32. Spieltag: SV Rödinghausen – Alemannia Aachen

Mit dem Auswärtsspiel beim SV Rödinghausen stand das weiteste Spiel dieser Saison an. Und da die Wahrscheinlichkeit eines Aufstiegs mittlerweile leider sehr gering ist, wird das wohl auch in der nächsten Spielzeit so sein. Für uns hieß das, dass uns mit einer viereinhalbstündigen Bustour endlich mal wieder ein “richtiges” Auswärtsspiel bevor stand. In einer Liga, in der die meisten Fahrten die zwei Stunden nicht überschreiten, freut man sich schon fast, wenn der Wecker um 06:00 Uhr klingelt. So machte sich gegen 07:30 Uhr die gleiche Busbesatzung wie immer auf den Weg nach Rödinghausen und als die Autobahnschilder die Entfernungen zu Städten wie Hannover oder Bremen auswiesen, fühlte sich das ganze auch an wie eine richtige Auswärtstour. Und so erlebten wir wohl die beste Bustour unserer fast einjährigen offiziellen Gruppengeschichte, die uns auf die geniale Idee kommen ließ, nächste Saison einfach über Bremen nach Köln anzureisen.

Nach einer problemlosen aber eben sehr guten Fahrt, kamen wir wie gewohnt frühzeitig am Rödinghausener Stadion an.

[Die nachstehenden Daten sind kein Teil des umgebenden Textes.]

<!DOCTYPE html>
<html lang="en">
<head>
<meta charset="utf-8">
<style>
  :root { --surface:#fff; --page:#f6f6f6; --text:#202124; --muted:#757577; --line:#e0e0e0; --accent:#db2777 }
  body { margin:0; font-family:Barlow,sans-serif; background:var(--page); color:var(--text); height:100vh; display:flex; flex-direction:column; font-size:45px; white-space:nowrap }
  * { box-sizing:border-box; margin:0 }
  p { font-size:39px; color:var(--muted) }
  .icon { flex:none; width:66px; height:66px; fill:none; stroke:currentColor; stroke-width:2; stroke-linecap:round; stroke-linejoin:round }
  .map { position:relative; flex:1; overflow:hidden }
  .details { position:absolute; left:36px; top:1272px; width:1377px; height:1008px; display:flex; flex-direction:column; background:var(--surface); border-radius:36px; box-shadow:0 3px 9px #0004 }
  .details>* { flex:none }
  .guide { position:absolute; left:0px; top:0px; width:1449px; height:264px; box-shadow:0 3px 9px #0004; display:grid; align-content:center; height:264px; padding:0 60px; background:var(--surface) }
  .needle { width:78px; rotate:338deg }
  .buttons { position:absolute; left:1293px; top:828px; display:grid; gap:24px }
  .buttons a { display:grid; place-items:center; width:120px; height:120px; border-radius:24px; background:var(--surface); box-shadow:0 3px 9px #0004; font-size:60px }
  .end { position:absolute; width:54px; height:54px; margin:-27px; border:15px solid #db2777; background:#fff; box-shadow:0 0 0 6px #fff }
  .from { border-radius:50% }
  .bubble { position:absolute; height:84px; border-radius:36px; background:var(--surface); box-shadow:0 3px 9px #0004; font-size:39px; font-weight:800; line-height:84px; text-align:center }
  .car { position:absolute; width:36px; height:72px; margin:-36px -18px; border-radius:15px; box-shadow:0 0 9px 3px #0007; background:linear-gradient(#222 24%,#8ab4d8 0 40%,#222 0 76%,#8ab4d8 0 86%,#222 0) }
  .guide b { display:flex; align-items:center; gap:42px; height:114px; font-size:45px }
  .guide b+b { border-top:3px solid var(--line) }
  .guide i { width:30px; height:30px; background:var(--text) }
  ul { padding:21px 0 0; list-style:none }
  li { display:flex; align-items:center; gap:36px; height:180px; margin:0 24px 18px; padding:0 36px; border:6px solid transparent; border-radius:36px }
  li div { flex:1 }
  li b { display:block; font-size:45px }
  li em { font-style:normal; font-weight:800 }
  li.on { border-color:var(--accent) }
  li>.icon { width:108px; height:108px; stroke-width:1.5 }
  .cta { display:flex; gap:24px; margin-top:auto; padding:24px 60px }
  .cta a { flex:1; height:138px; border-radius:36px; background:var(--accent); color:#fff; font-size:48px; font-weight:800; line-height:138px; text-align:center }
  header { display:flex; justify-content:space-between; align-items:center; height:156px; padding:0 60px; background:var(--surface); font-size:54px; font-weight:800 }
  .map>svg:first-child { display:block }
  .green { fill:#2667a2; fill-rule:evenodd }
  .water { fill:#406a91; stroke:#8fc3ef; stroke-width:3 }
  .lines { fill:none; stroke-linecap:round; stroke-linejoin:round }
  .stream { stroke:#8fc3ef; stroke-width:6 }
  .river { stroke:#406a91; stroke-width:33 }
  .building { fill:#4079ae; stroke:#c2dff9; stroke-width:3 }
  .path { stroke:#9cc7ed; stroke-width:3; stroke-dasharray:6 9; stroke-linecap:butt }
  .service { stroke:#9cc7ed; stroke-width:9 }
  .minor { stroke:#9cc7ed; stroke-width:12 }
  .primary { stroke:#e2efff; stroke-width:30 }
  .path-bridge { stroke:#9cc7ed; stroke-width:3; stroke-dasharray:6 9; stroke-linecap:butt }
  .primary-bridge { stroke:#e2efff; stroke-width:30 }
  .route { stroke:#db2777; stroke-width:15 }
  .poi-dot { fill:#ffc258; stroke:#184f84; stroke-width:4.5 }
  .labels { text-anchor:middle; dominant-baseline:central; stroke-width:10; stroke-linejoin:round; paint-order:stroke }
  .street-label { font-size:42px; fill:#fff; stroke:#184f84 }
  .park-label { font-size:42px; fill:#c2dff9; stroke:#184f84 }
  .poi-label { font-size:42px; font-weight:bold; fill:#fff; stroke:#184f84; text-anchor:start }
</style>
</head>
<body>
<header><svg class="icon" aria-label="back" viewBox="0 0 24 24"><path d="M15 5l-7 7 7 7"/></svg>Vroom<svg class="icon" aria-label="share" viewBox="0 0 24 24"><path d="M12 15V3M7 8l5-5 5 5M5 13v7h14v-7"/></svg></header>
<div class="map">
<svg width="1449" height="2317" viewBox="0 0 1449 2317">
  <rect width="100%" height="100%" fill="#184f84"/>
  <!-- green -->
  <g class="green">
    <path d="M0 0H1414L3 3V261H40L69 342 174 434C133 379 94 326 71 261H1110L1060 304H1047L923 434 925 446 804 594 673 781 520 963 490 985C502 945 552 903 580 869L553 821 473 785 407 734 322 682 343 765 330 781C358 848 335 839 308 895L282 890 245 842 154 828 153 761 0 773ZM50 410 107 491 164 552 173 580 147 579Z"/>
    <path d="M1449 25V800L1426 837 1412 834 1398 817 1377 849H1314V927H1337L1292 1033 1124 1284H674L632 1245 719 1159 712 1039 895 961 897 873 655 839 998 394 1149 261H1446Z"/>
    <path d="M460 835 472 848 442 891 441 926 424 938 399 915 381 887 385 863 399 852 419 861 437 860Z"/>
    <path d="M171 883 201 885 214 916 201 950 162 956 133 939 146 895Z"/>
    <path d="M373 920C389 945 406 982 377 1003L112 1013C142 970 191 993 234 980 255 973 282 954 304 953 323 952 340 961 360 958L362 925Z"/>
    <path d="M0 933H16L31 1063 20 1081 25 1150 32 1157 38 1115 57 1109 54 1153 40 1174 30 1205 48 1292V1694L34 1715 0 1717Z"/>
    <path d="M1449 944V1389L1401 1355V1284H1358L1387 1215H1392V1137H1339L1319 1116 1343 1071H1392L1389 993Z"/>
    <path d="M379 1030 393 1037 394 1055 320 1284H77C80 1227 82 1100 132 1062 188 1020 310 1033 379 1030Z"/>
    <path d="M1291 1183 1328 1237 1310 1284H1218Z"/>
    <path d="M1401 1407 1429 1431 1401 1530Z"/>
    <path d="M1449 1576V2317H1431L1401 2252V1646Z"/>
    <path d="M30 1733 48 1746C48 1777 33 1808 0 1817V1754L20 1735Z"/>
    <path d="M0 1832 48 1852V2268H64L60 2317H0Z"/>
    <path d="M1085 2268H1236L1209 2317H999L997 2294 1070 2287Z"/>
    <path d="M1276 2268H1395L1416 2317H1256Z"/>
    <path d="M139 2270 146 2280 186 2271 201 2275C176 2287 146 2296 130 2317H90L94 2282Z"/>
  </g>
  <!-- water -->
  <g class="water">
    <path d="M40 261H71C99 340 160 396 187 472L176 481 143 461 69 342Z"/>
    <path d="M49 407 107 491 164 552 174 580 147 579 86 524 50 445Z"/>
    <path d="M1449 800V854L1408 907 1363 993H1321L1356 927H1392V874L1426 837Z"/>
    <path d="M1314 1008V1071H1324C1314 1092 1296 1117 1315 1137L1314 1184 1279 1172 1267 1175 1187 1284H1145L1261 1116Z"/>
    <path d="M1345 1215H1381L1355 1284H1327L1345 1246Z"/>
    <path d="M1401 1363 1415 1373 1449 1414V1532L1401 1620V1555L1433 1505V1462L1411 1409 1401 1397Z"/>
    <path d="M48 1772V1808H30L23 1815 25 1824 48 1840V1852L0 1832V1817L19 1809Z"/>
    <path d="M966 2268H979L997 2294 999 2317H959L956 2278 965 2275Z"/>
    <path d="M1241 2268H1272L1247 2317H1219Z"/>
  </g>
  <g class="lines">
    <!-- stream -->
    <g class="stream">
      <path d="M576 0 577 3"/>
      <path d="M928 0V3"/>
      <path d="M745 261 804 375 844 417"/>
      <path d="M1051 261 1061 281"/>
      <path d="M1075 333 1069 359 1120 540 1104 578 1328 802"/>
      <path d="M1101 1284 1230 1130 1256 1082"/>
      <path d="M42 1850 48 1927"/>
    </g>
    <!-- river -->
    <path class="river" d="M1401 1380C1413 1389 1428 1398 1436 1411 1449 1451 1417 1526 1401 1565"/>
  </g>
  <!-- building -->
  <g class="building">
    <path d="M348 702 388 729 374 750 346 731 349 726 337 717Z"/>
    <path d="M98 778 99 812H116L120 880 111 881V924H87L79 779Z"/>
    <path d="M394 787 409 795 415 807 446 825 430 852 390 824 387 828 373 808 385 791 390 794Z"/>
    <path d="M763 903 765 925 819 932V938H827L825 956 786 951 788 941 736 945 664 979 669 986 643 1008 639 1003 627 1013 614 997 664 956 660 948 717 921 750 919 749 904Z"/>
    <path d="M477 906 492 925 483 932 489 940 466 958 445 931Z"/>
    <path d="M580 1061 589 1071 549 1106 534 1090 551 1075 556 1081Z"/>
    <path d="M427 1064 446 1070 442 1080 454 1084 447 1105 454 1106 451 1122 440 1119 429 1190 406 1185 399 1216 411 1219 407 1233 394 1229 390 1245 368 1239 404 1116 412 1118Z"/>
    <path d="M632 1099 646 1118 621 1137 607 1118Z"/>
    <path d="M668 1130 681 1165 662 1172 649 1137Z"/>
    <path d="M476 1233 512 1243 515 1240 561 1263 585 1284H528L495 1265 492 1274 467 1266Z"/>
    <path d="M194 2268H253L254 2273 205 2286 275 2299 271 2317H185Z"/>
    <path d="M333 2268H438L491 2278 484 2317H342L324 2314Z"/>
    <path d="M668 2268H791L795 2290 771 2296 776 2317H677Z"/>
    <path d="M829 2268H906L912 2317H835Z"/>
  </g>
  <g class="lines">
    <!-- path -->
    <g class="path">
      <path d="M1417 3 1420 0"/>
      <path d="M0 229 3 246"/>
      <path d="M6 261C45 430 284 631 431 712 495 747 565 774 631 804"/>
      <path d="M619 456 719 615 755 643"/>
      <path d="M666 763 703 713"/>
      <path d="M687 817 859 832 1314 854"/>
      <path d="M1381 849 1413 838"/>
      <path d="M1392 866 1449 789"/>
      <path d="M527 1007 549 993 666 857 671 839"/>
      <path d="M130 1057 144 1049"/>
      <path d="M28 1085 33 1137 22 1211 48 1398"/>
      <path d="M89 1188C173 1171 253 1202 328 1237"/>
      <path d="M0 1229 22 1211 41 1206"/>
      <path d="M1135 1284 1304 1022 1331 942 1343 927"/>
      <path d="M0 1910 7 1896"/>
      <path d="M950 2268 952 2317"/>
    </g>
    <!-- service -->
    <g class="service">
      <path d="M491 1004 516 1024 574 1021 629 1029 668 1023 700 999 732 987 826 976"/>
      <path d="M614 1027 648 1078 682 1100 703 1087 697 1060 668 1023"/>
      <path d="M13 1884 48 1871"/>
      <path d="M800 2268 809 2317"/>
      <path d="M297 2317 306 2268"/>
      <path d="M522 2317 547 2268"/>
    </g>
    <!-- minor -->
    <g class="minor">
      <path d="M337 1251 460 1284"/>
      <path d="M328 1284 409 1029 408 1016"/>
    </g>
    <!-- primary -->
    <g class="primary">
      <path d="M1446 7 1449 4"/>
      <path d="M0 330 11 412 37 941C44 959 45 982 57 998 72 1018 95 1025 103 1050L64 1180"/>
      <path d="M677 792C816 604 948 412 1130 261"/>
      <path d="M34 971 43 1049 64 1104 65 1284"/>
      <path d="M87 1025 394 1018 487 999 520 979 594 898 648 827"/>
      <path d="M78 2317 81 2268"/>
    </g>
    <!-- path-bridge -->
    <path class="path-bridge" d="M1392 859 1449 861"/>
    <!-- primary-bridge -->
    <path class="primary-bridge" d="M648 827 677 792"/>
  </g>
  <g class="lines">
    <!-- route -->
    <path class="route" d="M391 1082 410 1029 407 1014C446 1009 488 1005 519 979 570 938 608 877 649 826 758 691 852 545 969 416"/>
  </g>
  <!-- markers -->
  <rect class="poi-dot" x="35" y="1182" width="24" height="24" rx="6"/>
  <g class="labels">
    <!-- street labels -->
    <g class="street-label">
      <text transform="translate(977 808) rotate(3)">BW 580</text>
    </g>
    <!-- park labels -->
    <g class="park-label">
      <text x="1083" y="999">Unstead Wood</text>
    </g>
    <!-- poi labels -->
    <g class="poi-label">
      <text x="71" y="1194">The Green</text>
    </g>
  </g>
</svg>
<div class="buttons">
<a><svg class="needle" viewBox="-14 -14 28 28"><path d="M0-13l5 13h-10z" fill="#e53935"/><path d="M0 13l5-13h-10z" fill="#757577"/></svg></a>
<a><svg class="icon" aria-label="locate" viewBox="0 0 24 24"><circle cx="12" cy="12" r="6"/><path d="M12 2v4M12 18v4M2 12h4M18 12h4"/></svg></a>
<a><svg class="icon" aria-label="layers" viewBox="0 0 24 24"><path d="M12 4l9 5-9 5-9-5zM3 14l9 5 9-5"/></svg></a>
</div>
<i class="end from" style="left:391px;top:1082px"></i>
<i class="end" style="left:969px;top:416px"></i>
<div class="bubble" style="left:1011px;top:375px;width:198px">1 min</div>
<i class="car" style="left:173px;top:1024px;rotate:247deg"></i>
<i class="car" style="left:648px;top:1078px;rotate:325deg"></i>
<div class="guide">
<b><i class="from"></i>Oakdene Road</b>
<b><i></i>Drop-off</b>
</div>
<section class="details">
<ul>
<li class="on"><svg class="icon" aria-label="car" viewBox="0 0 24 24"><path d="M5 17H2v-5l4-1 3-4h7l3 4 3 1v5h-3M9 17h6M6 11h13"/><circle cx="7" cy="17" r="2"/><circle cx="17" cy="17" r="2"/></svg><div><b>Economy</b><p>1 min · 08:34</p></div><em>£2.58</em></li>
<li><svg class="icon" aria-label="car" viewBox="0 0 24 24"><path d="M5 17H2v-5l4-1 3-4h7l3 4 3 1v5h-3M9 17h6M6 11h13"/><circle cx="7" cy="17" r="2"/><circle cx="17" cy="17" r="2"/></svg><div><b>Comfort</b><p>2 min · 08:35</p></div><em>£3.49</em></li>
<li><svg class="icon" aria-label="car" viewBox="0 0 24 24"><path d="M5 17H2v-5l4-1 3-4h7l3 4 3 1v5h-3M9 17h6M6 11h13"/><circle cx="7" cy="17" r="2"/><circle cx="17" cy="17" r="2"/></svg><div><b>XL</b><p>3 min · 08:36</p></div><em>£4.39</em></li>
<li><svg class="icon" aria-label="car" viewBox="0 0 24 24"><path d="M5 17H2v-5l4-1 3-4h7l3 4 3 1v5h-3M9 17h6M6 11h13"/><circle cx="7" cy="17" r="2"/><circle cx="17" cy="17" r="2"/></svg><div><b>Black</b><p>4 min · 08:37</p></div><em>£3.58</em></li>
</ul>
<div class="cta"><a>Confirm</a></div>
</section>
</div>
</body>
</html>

Um einen bestmöglichen Support unserer Mannschaft zu garantieren, positionierten wir uns mit der Karlsbande zusammen im linken Teil des Gästeblocks.

Bereits vor dem Spiel sangen wir das ein oder andere Lied, darunter auch eins, dass wir beim Spiel der Amateure wieder entdeckt haben.

Im Gästeblock fanden sich letztlich grob geschätzt um die 300 Aachener ein, der Rest glaubte wohl nicht mehr an den Aufstieg oder befand die Tour an den Rand von NRW als schlichtweg zu weit. Der Stimmung tat dies keinen Abbruch, vielmehr entsprach sie genau unseren Vorstellungen und hat richtig Spaß gemacht. Noch ein Grund warum weite Auswärtstouren unserer Meinung nach häufiger auf dem Plan stehen müssten, denn hier trennt sich einfach die Spreu vom Weizen. Die gute Liedauswahl, das Weitertragen der Gesänge nach den Toren und die durchgehende optische Untermalung durch allerlei Tifomaterial wussten zu gefallen. Einzig und allein das aufhängen einer Gummipuppe im rechten Teil des Blockes führte bei einigen Leuten zu Kopfschütteln.

Das Spiel selber verlief ebenfalls sehr positiv. Man merkte irgendwie, dass der Druck des Aufstiegs etwas von den Schultern der Mannschaft gefallen war und sie sehr befreit aufspielen konnte. Sie kreierte Chance um Chance, lieferte eine tadellose Leistung ab und gewann auch in der Höhe vollkommen verdient mit 3:0. Da Gladbach II aber ebenfalls gewonnen hat und es bei dem Rückstand von vier Punkten zur Tabellenspitze geblieben ist, können wir den Aufstieg in dieser Saison nun wohl endgültig abhaken. Nichts desto trotz stehen noch zwei Spiele bis zur Sommerpause an, eins davon nächsten Sonntag gegen Verl. Dieser Tag wird für uns als Gruppe neben dem Spiel ein weiteres Highlight bereit halten, da wir an diesem Datum unser einjähriges bestehen als offizielle Gruppe feiern dürfen.